Expectations that the Bank of England would soon cut interest rates to zero, or close to it, drove investors to other currencies, particularly the euro. The pound fell to below €1.14 for the first time, with €1 buying 87.7p – the highest since the single currency was launched in 1999.

Sterling touched new lows against a trade-weighted basket of currencies. It has depreciated by more than 20 per cent over the past year, though this has so far failed to boost exports, with the trade deficit widening in October.

Chris Gothard, a currency analyst at Brown Brothers Harriman, said: "We have declining interest rates and there isn't really anything at the moment to provide a strong reason to buy."

Glenn Uniacke, a dealer at the currency specialist Moneycorp, said a report from the National Institute of Economic and Social Research which estimated GDP had fallen by 1 per cent over the three months to the end of November had also worried investors.

"Those figures are the most concerning in a long series of poor data on the UK economy and have left us on the brink of a sterling crisis," he said.

"The economy has the potential to shrink by 2 per cent next year and interest rates are likely to be cut towards zero per cent. This could push the pound towards parity with the euro, which is particularly worrying for a country so reliant on imports. Through exchange rate movements alone, the UK is now paying 20 per cent more for eurozone imports than a year ago. While the EU and Japan led the world into recession, the problems facing the UK are far more acute."

Interest rates have been cut both in the UK and in the eurozone but they remain higher in the euro currency area and most economists believe that the Bank of England will be bolder in reducing the cost of borrowing than the European Central Bank over the next few months. The markets will also have noted the parlous state of the UK's public finances, epically compared with those in Europe's largest economy, Germany.

Alistair Darling, the Chancellor, said yesterday that he was not prepared to give a "running commentary" on the pound. "Exchange rates right across the world have been pretty volatile, very volatile in fact," he said.

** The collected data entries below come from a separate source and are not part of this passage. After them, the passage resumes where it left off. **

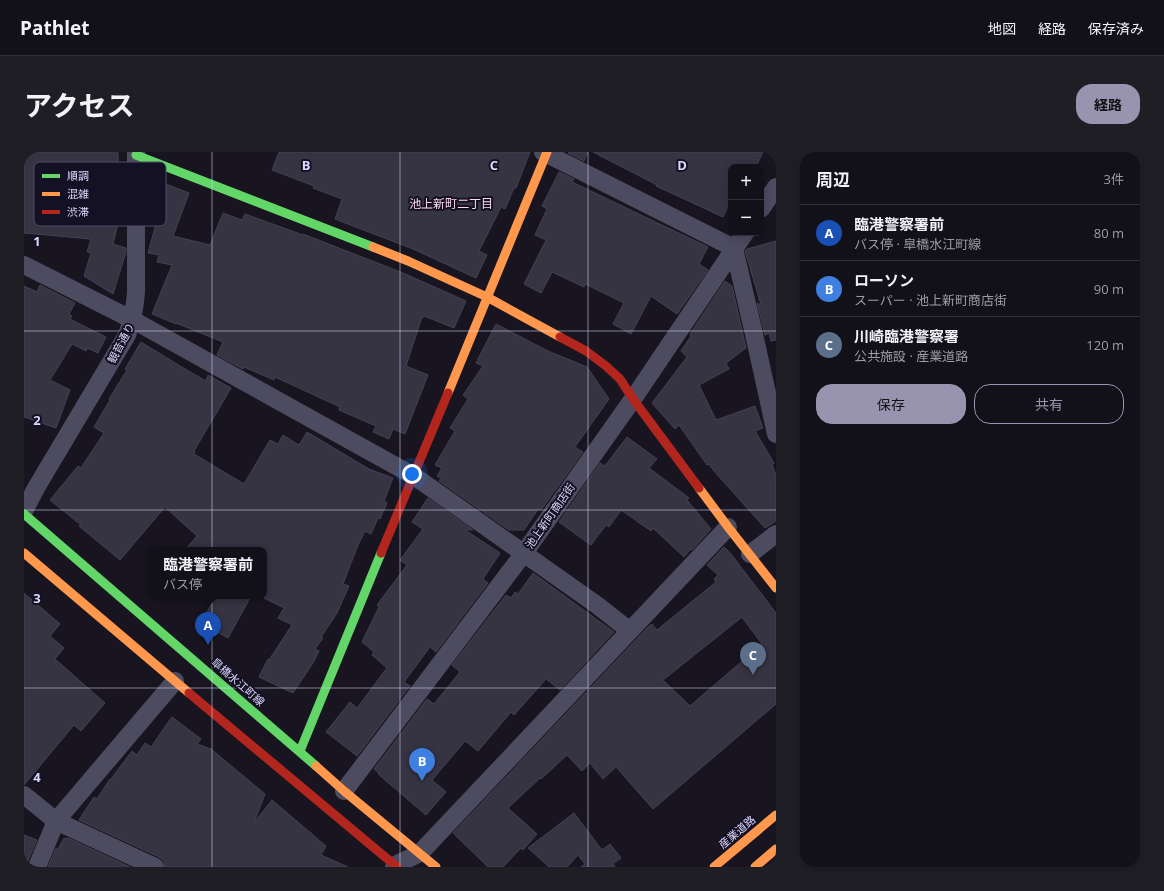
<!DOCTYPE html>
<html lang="ja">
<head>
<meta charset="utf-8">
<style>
  body { margin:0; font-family:"Open Sans","Noto Sans JP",sans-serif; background:#1f1e25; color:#f1f3f6 }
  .controls { position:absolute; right:12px; top:12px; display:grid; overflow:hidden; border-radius:8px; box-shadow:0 2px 10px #0003 }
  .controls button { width:36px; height:36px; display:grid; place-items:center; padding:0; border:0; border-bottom:1px solid #313037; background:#121018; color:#f1f3f6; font:20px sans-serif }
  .you { position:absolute; left:388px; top:322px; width:14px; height:14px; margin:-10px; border:3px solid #fff; border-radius:50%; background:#1a73e8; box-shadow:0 0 0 6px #1a73e833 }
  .badge { display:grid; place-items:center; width:26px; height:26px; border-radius:50%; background:#9894af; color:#fff; font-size:13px; font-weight:700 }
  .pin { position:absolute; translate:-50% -33px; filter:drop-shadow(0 1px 2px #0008) }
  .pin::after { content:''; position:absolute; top:21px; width:14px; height:12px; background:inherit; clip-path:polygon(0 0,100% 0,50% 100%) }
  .popup { position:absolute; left:125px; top:395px; width:118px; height:52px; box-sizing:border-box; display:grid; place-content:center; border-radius:8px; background:#121018; filter:drop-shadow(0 1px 3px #0005); font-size:13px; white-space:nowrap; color:#9c9da2 }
  .popup b { font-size:15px; color:#f1f3f6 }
  .popup::after { content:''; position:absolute; left:50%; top:100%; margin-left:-8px; border:8px solid transparent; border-top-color:#121018 }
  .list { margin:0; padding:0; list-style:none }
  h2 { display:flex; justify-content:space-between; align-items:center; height:52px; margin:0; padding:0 16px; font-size:17px }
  h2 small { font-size:13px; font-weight:400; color:#9c9da2 }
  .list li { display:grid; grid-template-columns:26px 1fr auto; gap:12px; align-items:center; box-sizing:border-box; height:56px; padding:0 16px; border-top:1px solid #313037 }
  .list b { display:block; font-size:15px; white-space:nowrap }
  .list p { margin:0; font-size:13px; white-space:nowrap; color:#9c9da2 }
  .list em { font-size:13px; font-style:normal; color:#9c9da2 }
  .actions { display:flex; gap:8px; padding:12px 16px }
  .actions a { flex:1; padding:9px 0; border:1px solid #9894af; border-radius:16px; text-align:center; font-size:14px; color:#9894af }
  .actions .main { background:#9894af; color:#111 }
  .map { position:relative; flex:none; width:752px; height:715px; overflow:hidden; border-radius:16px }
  header { display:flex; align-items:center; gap:24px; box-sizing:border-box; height:56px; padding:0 20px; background:#121018; border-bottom:1px solid #313037 }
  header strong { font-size:19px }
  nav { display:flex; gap:22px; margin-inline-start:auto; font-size:14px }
  .intro { display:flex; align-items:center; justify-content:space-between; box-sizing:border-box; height:96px; padding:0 24px }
  h1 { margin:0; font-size:28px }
  .button { padding:10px 18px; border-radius:16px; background:#9894af; color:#111; font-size:14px; font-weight:700 }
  main { display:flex; gap:24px; padding:0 24px }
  aside { flex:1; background:#121018; border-radius:16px; box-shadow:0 2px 10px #0003 }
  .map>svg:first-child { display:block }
  .building { fill:#363342; stroke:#454153; fill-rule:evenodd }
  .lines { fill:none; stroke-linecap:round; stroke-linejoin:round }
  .street { stroke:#4d4b60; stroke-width:18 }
  .fast { stroke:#63d668; stroke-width:9 }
  .slow { stroke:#ff974d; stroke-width:9 }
  .jam { stroke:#b3261e; stroke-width:9 }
  .grid { fill:none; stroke:#ddd8fc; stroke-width:1; stroke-opacity:0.55 }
  .labels { text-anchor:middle; stroke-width:4; stroke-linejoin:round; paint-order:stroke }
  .street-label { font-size:11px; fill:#ddd8fc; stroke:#151124 }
  .neighbourhood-label { font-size:12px; fill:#fcdaee; stroke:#151124 }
  .key { fill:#151124; stroke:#514d65; stroke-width:1 }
  .key-label { font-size:11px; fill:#ddd8fc }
  .grid-label { font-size:13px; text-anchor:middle; font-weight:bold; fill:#ddd8fc; stroke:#151124; stroke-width:4; stroke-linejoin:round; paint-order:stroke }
</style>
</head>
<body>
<header>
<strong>Pathlet</strong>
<nav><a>地図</a><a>経路</a><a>保存済み</a></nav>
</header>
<div class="intro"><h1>アクセス</h1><a class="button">経路</a></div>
<main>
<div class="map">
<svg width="752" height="715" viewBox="0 0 752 715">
  <rect width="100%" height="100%" fill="#181520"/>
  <path class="building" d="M0 0H94L95 50 99 51 89 92 102 96V100L89 142 60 124 67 101 63 100 67 87 0 81Z
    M255 0H506L492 36H490L481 57 477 55 455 99 463 103 452 126 389 97 311 67 318 47 289 36 290 34 248 18Z
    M545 0H564L560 9 544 1Z
    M569 0H739L732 15H707V48L699 65 632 34 633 33Z
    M535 20 550 27 548 30 684 95 675 112 684 118 653 162 627 144 607 182 589 172 600 151 561 132 560 135 528 120 517 141 500 132 522 88 511 83 523 57 518 54Z
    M134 29 165 41 149 84 186 93 199 61 218 68 221 62 279 83V82L379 121 442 149 430 176 400 164V165H398L382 214 404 223 381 282 369 277 365 287 349 280 352 274 315 258 316 255 251 225 250 228 220 215 219 217 193 203 199 190 152 171V172L128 162 148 113 133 110 135 103 124 101 138 50 128 46Z
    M752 89V188L747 189 745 181 741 183 733 151 737 153 721 99 723 97Z
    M701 129 708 134 722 196 702 211 705 217 675 233 692 268 731 254 739 276 731 279 750 311 748 312 752 324V369L741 376 690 319 685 312 683 313 655 273 651 277 628 251 663 205 657 199 667 184 666 182Z
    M16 133 51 151 45 162 48 164 46 167 82 185 74 201 63 196 62 199 48 192 26 228 46 238 32 276 0 265V134L13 140Z
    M472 172 524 199 563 215 585 247 551 295 559 300 517 358 515 356 500 378H485L415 329 417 326 413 324 418 316 411 313 431 279 426 276 444 247 439 243 459 214 452 211Z
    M117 190 156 214 182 229 184 223 207 236 170 299 171 300 170 302 220 332 246 288 254 292 259 283 275 293 283 280 345 317 369 326 360 349 363 351 356 367 354 366 347 382 341 379 334 393 319 432 325 434 313 461 297 485 299 486 291 497 295 499 289 511 269 541 235 525 244 507 245 508 268 473 254 466 260 456 240 446V398H161L173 384 141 355 96 408 55 374 57 373 26 348 54 314 57 316 80 281 70 275 86 248 85 247 103 218 101 217Z
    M603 285 633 307 625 316 665 346 663 348 687 377 668 398 667 397 660 405 629 376 627 379 597 358 585 375 582 373 567 393 535 370 576 311 581 314Z
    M404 346 449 378H441L476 401 459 427 464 431 412 500 406 495 380 530 386 534 333 604 302 580 326 550 333 556 363 516 348 503 350 500 338 490 355 455 353 453 383 413 376 408 399 377 388 370Z
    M700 395 707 402 752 461V552L629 657 592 615 579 627 566 611 558 619 543 603 517 627 516 626 484 656 513 682 499 698 497 696 479 715H464L429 681 624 475 628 472 633 478 692 430 690 427 694 423 683 413ZM718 465 738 492 666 554 639 528Z
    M509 421 590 480 536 538 522 527 490 563 487 560 454 599 441 589 408 628 422 640 402 663 354 622 355 621 350 617 403 547 410 552 436 520 428 513 482 443 487 446 491 440 494 442Z
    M0 441 36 472 26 484 40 496 31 507 81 551 57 579 50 573 0 633Z
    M192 444H227L204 486 177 471Z
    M148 565 177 587 173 592 187 597 241 642 231 668H232L248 648 302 694 297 703 324 715H141L140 709 135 705 55 668 70 645 73 647 86 627H87L108 599 113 603 121 591 127 595Z
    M550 661 578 698 586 692 597 706 589 712 591 715H557L561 712 554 703 543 715H525L504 696Z
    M0 683 13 688 3 711V715H0Z
    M40 686 43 687 44 686 106 715H24L32 696 34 697Z"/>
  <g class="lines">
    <path class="street" d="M519 0 710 96 730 182 752 282
      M737 57 752 35
      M0 113 109 168 390 324 573 453 606 479
      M0 359 12 336 103 183C109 167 111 156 112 140V0
      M726 402 752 382
      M320 639 500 401 609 247 721 81
      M0 643 32 669 131 715
      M13 715 32 669 151 529
      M370 715 371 713 396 701 704 375"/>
    <path class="fast" d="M112 3 349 95
      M0 362 292 614
      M276 599 357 401"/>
    <path class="slow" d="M349 95 384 109 463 145 536 185
      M424 241 523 0
      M675 336 704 375 752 436
      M0 401 165 541
      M292 614 320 639 412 715
      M690 715 752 663
      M731 715 752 697"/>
    <path class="jam" d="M536 185 562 199 582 214 596 227 609 247 675 336
      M357 401 424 241
      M165 541 373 715"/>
  </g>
  <path class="grid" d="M188 0V715M376 0V715M564 0V715M0 179H752M0 358H752M0 536H752"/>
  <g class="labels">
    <g class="street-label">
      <text transform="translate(97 191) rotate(-62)" y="4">観音通り</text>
      <text transform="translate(526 364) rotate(-55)" y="4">池上新町商店街</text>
      <text transform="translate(214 530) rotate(41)" y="4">皐橋水江町線</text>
      <text transform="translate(713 680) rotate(-40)" y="4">産業道路</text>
    </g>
    <g class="neighbourhood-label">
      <text x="427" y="56">池上新町二丁目</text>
    </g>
  </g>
  <rect x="10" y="10" width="132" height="64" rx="6" class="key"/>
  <rect x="18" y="22" width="18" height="4" fill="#63d668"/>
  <rect x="18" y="40" width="18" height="4" fill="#ff974d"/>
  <rect x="18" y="58" width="18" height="4" fill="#b3261e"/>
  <g class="key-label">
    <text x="43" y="28">順調</text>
    <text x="43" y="46">混雑</text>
    <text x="43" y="64">渋滞</text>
  </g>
  <g class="grid-label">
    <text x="282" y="18">B</text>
    <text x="470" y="18">C</text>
    <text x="658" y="18">D</text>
    <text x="13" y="94">1</text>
    <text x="13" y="273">2</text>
    <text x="13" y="451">3</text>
    <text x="13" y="630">4</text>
  </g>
</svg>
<div class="controls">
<button>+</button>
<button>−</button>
</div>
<div class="you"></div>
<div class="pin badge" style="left:184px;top:493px;background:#1a4fb4">A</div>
<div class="popup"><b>臨港警察署前</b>バス停</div>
<div class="pin badge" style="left:398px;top:629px;background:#3f7fe0">B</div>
<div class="pin badge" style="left:729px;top:523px;background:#5c6f8a">C</div>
</div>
<aside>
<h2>周辺<small>3件</small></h2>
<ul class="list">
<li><span class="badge" style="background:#1a4fb4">A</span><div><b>臨港警察署前</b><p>バス停 · 皐橋水江町線</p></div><em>80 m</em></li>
<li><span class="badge" style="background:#3f7fe0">B</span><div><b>ローソン</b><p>スーパー · 池上新町商店街</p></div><em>90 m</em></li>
<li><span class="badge" style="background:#5c6f8a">C</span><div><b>川崎臨港警察署</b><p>公共施設 · 産業道路</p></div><em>120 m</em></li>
</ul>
<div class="actions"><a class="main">保存</a><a>共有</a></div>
</aside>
</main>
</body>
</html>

"The depreciation clearly does help our exporters. But currencies have been pretty volatile over the last few months. Our policy, the Bank of England's policy, is to target inflation, not to target the currency."

Mr Darling's words did not reassure many, especially given the figures from the national research institute showing that the economy had shrunk by 1 per cent. The respected independent think-tank's record on predicting move-ments in the economy is an enviable one. Survey data from the CBI, the Chartered Institute of Purchasing and Supply and other sources suggest that the economy has, in the words of one analyst this week, "fallen off a cliff" over the past month or so.

Despite signs that consumers are responding to the VAT cut and treating themselves to "one last fling", the outlook is gloomy. The office for National Statistics revealed on Tuesday that manufacturing output was heading for its worst year since the recession of 1979-81.

The Global Insight economist Howard Archer said: "The plethora of bad data and survey evidence relating to retail sales, unemployment, service sector activity, manufacturing output and construction activity highlight that the economy has taken a big turn for the worse." He expects the economy to decline by 2 per cent in 2009.